Sebelumnya, dalam pidato Hari Hak Asasi Manusia Internasional 10 Desember 1999, ia mengundang para eksil yang tak bisa pulang ke Indonesia akibat peristiwa G30S untuk datang kembali ke negeri mereka. Gus Dur juga memerintahkan para menterinya untuk memulihkan hak-hak mantan tahanan politik dan orang-orang di pengasingan.
Langkah lebih berani dilakukannya dengan mewacanakan penghapusan Tap MPRS No. XXV/1966. Isi keputusan ini adalah pelarangan PKI beserta onderbouw-nya dan pengharaman ajaran komunisme, marxisme, leninisme di seluruh Indonesia. Bagi Gus Dur, Tap MPRS tersebut bertentangan dengan konstitusi.
Dengan langkah-langkah tersebut, seperti dinyatakan Robinson dalam buku ini, “[Gus Dur] secara terbuka menantang salah satu fondasi legal dan simbolis Orde Baru yang paling bertahan lama” (hlm. 374).
Gus Dur adalah pejabat tinggi Indonesia pertama yang secara terbuka meminta maaf atas pembunuhan massal 1965-1966 dan menyerukan pencabutan Tap MPRS XXV. Sikap itu harus dibayar mahal oleh Gus Dur.
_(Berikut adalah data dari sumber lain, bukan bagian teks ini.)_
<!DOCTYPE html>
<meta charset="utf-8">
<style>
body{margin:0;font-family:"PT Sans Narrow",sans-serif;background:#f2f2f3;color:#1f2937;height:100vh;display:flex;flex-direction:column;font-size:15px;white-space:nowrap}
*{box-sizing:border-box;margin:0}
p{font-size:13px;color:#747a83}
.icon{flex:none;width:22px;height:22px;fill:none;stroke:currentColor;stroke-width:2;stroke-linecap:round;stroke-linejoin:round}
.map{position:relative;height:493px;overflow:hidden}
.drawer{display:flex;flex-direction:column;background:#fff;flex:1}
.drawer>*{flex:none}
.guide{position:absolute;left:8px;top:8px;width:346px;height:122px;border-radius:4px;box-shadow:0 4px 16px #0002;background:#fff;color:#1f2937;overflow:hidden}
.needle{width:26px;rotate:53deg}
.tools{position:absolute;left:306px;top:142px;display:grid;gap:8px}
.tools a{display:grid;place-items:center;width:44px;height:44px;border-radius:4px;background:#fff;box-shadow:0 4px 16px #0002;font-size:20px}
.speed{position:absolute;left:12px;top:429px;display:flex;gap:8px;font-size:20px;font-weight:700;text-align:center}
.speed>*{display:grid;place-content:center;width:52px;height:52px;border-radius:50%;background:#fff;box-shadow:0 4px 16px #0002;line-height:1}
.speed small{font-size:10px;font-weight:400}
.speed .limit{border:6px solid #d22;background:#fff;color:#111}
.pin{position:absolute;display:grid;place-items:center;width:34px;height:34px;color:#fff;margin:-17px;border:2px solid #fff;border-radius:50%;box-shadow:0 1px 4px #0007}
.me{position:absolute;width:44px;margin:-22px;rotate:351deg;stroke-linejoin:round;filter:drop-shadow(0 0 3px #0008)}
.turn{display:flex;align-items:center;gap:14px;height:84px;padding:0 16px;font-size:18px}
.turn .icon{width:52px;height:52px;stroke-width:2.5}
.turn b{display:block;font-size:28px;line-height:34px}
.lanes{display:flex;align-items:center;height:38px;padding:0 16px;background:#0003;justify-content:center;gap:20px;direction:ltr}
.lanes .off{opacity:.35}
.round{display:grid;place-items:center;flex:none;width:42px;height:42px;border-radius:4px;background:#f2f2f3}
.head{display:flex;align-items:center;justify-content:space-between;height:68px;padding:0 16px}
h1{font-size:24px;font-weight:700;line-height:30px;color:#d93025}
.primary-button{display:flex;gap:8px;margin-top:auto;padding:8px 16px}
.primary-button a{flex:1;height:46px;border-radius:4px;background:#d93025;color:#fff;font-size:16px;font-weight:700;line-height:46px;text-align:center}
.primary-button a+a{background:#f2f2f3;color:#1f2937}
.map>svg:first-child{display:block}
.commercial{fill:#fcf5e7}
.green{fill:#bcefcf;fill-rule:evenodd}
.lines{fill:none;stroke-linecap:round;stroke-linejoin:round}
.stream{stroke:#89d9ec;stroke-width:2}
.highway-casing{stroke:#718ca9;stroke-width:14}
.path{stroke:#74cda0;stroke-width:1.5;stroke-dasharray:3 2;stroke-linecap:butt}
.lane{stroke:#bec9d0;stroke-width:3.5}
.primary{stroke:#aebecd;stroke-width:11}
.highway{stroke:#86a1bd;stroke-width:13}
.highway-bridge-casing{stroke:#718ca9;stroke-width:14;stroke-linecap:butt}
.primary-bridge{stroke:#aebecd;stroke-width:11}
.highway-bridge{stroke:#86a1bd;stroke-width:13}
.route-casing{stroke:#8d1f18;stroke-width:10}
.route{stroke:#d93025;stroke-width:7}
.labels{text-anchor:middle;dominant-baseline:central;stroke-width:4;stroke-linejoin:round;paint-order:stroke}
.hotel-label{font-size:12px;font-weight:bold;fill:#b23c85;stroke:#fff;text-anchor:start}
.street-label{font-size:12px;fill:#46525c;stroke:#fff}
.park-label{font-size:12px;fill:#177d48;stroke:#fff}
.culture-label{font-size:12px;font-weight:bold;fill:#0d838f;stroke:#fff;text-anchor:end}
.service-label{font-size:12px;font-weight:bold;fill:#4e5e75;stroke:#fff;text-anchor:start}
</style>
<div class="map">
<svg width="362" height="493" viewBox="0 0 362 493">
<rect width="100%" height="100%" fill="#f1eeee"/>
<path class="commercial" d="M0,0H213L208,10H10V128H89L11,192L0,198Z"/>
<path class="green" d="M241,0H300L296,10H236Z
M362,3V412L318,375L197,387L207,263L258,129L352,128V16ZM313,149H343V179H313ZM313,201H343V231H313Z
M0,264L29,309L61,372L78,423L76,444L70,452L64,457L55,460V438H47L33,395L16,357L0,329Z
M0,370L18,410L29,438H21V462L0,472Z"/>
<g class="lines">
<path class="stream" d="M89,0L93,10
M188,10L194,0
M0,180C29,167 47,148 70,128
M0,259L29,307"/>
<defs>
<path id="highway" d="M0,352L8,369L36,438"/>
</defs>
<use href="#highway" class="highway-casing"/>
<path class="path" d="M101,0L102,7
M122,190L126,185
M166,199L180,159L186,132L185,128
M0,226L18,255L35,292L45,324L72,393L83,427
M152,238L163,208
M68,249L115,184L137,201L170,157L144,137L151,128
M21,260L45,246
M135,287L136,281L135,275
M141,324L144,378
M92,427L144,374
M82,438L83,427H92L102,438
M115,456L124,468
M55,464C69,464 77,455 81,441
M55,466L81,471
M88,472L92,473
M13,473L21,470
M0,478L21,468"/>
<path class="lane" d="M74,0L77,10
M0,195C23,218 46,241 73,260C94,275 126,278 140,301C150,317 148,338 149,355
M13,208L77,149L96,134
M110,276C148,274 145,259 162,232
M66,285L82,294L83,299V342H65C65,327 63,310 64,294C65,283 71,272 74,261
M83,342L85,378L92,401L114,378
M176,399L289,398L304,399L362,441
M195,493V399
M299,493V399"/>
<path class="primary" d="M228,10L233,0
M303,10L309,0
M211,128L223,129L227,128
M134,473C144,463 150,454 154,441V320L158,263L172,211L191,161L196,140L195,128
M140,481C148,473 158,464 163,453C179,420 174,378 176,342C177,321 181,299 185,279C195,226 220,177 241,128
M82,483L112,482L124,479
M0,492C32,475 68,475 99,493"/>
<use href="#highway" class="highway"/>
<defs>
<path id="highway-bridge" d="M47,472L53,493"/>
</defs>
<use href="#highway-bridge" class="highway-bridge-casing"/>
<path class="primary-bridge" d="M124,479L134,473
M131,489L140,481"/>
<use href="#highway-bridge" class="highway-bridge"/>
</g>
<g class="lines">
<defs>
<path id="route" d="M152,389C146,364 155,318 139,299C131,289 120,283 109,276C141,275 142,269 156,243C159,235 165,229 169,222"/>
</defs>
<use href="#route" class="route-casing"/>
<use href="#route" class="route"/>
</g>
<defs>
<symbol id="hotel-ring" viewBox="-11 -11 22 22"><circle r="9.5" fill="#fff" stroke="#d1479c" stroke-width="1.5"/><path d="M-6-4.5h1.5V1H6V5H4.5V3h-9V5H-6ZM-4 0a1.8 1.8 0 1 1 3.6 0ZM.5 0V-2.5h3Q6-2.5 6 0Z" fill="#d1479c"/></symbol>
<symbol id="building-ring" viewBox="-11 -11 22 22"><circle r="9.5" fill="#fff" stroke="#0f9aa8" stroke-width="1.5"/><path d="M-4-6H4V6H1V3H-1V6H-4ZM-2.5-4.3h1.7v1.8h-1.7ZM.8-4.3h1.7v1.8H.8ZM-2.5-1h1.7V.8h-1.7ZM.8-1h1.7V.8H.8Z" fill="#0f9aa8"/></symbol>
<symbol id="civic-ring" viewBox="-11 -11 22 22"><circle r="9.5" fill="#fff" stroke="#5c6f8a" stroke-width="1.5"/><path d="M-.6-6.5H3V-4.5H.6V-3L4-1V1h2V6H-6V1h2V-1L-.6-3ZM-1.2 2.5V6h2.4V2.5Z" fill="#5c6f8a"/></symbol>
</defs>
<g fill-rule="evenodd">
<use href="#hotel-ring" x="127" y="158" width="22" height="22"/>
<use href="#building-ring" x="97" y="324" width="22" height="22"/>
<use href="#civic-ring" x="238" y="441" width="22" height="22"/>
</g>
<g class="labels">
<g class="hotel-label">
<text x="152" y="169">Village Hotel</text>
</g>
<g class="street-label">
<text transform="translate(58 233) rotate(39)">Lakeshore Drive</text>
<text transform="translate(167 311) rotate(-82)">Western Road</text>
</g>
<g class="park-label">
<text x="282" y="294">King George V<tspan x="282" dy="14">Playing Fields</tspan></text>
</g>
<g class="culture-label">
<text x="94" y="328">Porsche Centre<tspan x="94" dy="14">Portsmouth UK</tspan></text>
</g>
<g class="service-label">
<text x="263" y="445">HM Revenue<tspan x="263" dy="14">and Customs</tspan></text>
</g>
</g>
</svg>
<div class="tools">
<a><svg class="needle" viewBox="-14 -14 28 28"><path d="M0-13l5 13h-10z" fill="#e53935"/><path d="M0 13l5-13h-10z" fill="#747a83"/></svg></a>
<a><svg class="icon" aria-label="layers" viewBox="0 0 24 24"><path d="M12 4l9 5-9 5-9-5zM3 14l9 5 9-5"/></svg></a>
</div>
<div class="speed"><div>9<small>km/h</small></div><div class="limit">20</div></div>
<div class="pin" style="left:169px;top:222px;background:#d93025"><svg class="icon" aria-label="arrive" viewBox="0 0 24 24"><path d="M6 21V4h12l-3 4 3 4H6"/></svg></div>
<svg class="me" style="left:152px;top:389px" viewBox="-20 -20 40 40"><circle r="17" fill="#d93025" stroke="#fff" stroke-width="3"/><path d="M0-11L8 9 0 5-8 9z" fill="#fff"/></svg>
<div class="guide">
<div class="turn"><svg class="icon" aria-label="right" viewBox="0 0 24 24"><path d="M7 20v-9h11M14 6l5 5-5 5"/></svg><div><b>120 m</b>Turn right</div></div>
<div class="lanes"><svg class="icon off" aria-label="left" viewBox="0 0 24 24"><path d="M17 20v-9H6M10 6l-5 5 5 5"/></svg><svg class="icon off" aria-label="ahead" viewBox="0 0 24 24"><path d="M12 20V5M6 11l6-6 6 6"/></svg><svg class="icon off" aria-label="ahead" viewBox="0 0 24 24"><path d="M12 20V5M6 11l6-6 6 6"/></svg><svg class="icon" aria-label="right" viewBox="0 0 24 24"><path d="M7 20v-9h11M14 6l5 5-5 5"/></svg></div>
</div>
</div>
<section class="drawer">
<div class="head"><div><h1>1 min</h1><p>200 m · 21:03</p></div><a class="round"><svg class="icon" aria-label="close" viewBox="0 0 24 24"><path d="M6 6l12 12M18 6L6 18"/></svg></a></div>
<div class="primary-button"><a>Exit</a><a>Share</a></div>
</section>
Robinson menyimpulkan, berdasarkan sejumlah informasi (sayangnya dia tak menyebut dari mana informasi yang dimaksud), “itulah yang menjadi salahsatu alasan mengapa dia [Gus Dur] dilengserkan dari jabatannya pada Juli 2001” (hlm. 390).Dua belas tahun sesudah Gus Dur, Wali Kota Palu Rusdi Mastura melakukan hal serupa. Pada awal 2012, ia menyampaikan permohonan maaf kepada para korban kekerasan 1965-1966. Rusdi menyatakannya di hadapan publik dan berjanji akan memberikan program ganti rugi bagi para penyintas.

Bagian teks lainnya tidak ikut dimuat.